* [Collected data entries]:

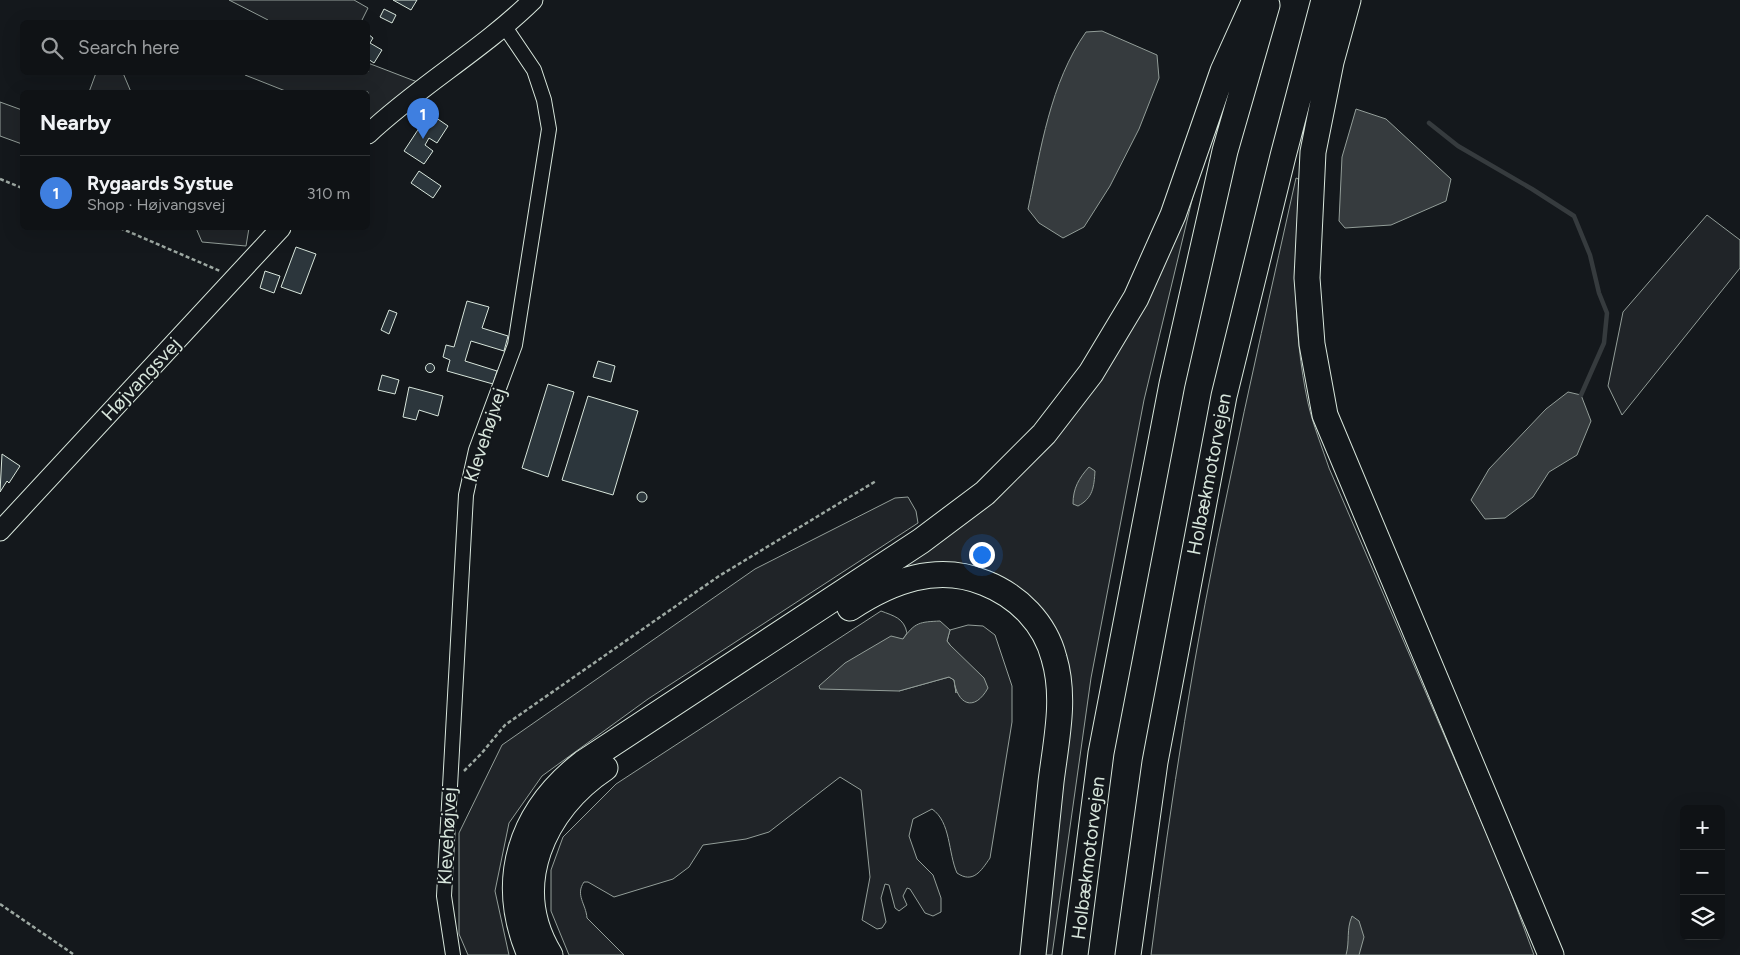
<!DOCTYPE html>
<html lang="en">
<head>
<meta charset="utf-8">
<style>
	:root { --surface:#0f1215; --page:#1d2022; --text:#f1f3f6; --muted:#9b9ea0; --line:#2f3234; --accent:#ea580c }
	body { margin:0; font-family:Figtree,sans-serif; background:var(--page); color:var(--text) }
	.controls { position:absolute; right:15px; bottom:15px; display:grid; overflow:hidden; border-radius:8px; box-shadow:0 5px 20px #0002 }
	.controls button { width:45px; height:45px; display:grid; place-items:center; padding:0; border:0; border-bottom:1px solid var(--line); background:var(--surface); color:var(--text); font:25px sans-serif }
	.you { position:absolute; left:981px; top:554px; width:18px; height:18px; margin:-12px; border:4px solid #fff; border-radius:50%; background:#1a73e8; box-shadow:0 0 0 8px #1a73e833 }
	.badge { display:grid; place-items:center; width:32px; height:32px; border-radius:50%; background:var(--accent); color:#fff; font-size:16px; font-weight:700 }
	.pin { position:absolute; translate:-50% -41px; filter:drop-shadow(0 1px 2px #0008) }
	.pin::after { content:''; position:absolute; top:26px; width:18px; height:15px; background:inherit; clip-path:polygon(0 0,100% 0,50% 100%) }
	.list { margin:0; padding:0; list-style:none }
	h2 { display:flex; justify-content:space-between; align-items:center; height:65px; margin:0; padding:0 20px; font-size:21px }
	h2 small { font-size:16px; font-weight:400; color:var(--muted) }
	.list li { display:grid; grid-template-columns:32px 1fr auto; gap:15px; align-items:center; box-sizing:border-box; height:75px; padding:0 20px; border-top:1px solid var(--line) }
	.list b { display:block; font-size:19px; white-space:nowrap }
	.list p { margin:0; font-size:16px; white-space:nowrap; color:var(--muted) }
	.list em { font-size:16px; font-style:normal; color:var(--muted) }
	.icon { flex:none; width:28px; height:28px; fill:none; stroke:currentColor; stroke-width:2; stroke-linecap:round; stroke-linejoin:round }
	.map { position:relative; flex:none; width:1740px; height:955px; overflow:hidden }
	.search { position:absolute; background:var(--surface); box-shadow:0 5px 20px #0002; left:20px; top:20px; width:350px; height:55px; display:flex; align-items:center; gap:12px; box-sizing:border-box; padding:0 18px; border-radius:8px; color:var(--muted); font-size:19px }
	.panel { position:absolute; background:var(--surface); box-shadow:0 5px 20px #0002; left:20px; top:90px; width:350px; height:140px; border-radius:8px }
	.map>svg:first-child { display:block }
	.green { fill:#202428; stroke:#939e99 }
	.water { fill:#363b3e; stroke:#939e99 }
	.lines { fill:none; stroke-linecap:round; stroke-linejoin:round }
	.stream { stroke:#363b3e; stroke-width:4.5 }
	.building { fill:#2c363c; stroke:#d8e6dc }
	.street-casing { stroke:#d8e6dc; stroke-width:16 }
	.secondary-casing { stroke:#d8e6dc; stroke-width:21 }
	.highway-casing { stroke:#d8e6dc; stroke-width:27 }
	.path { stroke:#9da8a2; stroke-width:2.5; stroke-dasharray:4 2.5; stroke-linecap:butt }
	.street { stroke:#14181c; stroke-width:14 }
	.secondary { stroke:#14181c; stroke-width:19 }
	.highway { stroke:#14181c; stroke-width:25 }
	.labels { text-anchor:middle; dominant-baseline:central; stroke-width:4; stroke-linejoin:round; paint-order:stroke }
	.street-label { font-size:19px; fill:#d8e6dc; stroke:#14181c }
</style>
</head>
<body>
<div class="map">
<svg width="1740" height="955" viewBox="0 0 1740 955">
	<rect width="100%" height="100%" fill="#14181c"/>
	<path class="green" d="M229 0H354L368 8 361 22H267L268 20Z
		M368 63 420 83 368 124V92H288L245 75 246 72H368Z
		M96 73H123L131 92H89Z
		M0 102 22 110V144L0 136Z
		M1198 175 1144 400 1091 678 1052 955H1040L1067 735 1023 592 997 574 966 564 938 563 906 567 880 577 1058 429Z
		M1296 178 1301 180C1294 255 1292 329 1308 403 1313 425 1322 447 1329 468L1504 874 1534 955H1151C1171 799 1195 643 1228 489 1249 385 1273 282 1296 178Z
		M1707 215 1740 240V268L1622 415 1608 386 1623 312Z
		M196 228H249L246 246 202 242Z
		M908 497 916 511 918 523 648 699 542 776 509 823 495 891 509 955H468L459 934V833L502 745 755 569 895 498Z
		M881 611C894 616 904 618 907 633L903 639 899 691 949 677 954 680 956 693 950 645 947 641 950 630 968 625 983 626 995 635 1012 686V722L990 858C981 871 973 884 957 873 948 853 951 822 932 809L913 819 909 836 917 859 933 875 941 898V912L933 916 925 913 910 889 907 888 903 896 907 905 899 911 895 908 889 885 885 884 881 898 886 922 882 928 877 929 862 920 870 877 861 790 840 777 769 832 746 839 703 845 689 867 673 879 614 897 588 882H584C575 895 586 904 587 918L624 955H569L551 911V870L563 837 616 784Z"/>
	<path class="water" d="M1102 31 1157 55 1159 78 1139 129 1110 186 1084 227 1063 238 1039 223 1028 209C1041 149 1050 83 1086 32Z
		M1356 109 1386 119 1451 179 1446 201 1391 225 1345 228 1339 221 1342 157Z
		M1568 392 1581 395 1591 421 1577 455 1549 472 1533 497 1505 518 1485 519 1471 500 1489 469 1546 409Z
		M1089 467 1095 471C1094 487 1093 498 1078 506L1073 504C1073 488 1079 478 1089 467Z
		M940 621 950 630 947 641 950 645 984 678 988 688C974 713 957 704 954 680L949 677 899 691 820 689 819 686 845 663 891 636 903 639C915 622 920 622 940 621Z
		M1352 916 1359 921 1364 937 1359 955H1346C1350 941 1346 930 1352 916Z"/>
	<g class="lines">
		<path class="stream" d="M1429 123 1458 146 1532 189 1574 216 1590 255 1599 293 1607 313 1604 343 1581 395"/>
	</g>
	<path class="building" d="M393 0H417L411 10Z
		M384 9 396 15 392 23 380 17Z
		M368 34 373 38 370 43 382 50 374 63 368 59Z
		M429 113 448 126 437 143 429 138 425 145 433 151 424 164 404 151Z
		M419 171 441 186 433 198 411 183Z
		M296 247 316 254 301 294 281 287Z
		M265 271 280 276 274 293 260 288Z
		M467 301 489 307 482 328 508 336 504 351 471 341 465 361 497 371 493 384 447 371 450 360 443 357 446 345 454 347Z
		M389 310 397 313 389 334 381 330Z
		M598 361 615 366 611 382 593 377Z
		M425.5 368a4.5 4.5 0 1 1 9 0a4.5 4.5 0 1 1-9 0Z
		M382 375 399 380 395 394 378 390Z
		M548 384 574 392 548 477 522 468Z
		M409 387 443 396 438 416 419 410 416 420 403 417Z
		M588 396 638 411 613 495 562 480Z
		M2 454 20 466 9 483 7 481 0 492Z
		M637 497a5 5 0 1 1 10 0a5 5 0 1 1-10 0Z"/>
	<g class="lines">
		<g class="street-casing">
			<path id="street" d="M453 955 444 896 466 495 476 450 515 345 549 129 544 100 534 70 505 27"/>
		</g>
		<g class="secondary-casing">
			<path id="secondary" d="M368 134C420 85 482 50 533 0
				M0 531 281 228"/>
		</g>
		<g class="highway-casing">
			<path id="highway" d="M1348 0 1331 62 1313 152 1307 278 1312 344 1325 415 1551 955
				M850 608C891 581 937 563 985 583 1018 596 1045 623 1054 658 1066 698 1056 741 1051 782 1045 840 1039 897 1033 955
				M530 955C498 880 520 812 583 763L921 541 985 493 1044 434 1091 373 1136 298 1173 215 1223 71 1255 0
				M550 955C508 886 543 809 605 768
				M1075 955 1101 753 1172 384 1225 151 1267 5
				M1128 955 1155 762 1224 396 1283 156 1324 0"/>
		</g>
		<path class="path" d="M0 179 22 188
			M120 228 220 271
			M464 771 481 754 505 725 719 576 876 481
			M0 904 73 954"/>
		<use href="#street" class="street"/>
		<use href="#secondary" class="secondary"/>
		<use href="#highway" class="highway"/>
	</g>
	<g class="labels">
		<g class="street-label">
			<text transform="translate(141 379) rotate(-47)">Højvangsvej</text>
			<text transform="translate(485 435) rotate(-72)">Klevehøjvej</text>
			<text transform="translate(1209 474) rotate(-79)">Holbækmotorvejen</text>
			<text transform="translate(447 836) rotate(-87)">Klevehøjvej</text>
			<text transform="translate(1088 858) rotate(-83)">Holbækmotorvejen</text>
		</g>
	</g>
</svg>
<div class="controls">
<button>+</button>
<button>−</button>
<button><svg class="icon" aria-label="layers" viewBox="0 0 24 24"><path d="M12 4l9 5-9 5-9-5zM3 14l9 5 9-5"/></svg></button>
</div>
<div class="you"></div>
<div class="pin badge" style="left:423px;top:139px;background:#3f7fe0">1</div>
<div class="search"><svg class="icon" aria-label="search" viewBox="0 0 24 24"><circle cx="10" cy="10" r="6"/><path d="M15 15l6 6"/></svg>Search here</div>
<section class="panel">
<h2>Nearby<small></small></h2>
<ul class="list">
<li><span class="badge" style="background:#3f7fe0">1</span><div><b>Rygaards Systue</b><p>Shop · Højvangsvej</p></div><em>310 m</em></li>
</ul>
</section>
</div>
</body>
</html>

* [EXERCISE BRIEF]: What lines in the data above contain the word "list"? Show them all.

* [TASK RESPONSE]:
	.list { margin:0; padding:0; list-style:none }
	.list li { display:grid; grid-template-columns:32px 1fr auto; gap:15px; align-items:center; box-sizing:border-box; height:75px; padding:0 20px; border-top:1px solid var(--line) }
	.list b { display:block; font-size:19px; white-space:nowrap }
	.list p { margin:0; font-size:16px; white-space:nowrap; color:var(--muted) }
	.list em { font-size:16px; font-style:normal; color:var(--muted) }
<ul class="list">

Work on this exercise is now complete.